Who Invented It? Cyrus McCormick (in the Shenandoah Valley of Virginia)
Endless miles of waving grain fields did not exist back when grain was harvested by hand. Cutting, gathering, threshing (separating grain from stalk), winnowing (separating grain from husk), and bagging consumed long hours and meant that farms could only plant and harvest enough grain for their own livestock.
Then Cyrus McCormick invented the combine harvester. That one machine revolutionized grain harvesting. What had consumed long weeks of hard work could be done in a day. The combine increased food production and shifted agriculture toward grains. It transformed farming from a low-intensity family affair into a capital-intensive big business.
Harvest had always been a grueling, backbreaking, labor-intensive process. Wheat, rye, oats, and other grains were cut by hand with a scythe. A good man could cut several acres a day. Others raked up the cuttings into rows, where still others gathered them into sheaves (bunches of stalks—three to four feet in diameter—stood on end and tied). The sheaves were beaten by hand to shake off the grains, which then had to be separated from their husks. On a family farm, the entire family would slave from dawn to dusk to get the crop in before rain or snow ruined it.
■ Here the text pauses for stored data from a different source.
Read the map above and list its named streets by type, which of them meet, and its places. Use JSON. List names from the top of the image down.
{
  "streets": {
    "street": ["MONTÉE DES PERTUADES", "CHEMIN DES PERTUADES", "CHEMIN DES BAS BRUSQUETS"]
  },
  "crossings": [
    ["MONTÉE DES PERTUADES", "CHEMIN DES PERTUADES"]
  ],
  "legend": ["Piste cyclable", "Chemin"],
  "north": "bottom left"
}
In 1820, inventor and farmer Robert McCormick attempted to design and build an automatic, horse-drawn reaper (cutter) on his rolling farm in Virginia’s Shenandoah Valley. Frustrated, he abandoned the project in 1829.
Just as his father quit this effort in disgust, Robert’s 19-year-old son, Cyrus, became inspired to pick up the project himself. However, Cyrus dreamed of creating a single machine that would combine the tasks of cutting, reaping, and threshing into one automatic process.